- [Your task]
Print out every line of the material exactly. Include no pictures.

- [Exercise data]
%%
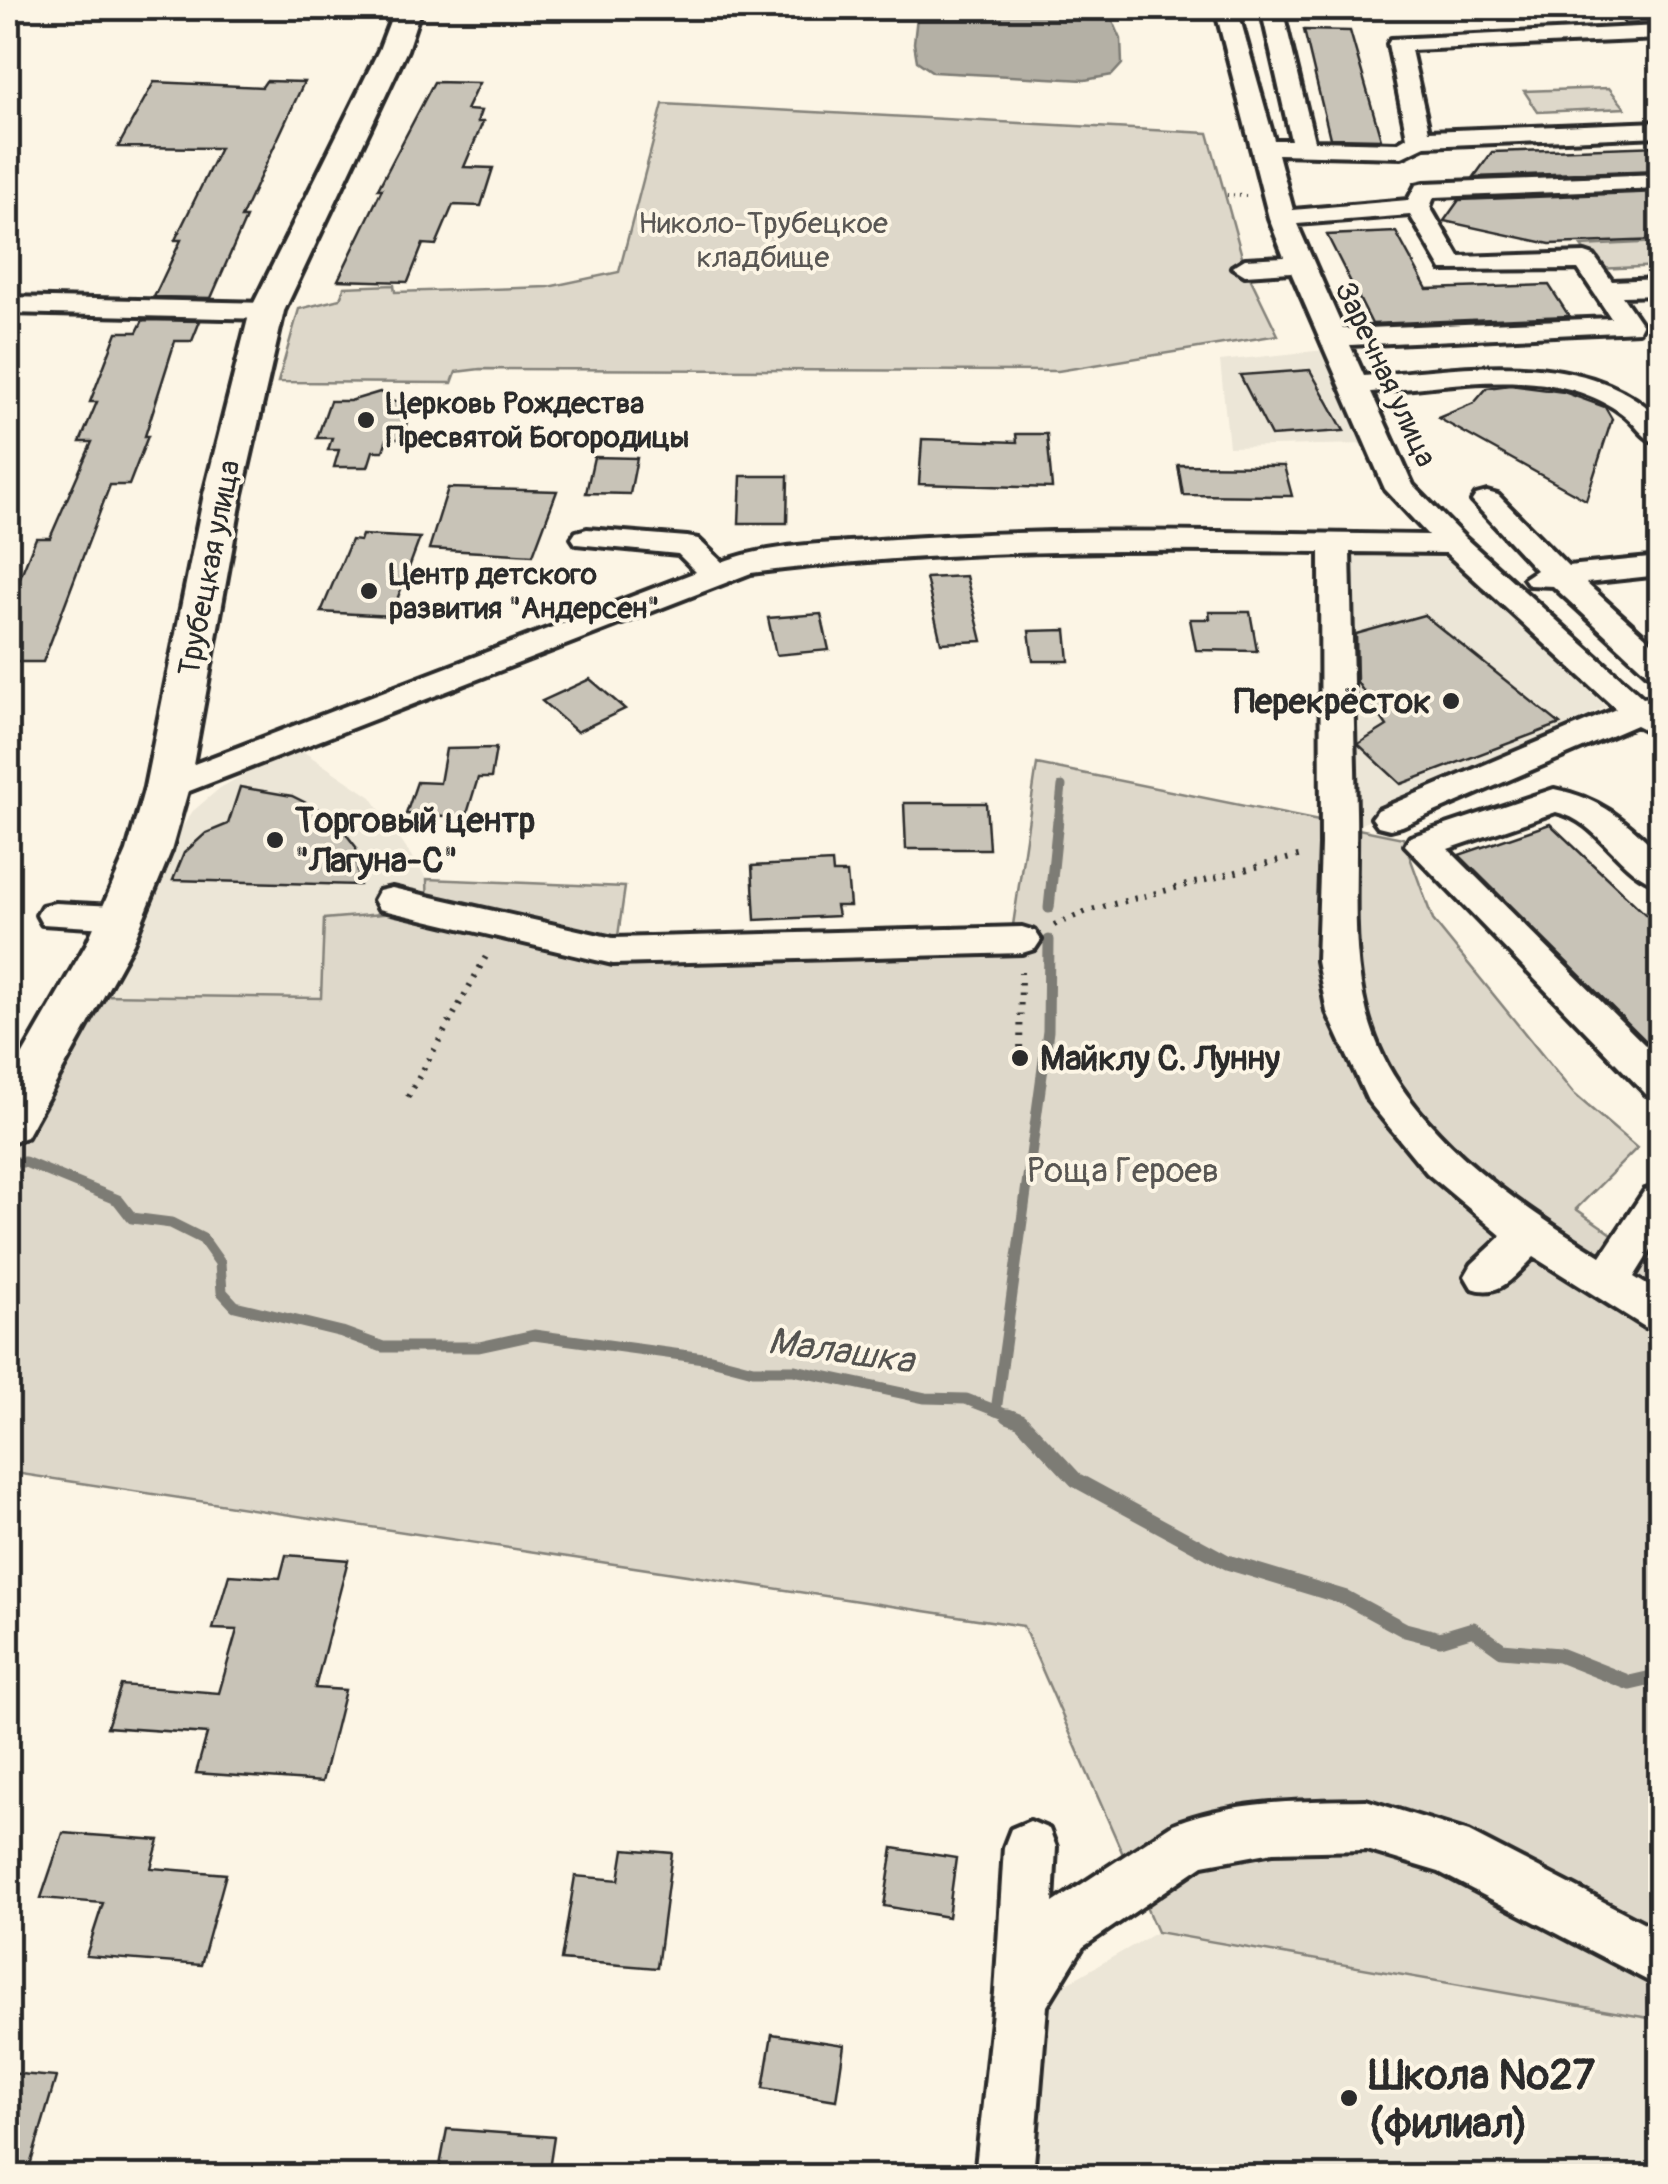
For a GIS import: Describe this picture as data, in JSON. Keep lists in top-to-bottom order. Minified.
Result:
{"streets":{"main road":["Трубецкая улица"],"street":["Заречная улица"]},"water":["Малашка"],"parks":["Николо-Трубецкое кладбище","Роща Героев"],"places":["Церковь Рождества Пресвятой Богородицы","Центр детского развития \"Андерсен\"","Перекрёсток","Торговый центр \"Лагуна-С\"","Майклу С. Лунну","Школа №27 (филиал)"]}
%%
- [Solution for this problem]
For a GIS import: Describe this picture as data, in JSON. Keep lists in top-to-bottom order. Minified.
Result:
{"streets":{"main road":["Трубецкая улица"],"street":["Заречная улица"]},"water":["Малашка"],"parks":["Николо-Трубецкое кладбище","Роща Героев"],"places":["Церковь Рождества Пресвятой Богородицы","Центр детского развития \"Андерсен\"","Перекрёсток","Торговый центр \"Лагуна-С\"","Майклу С. Лунну","Школа №27 (филиал)"]}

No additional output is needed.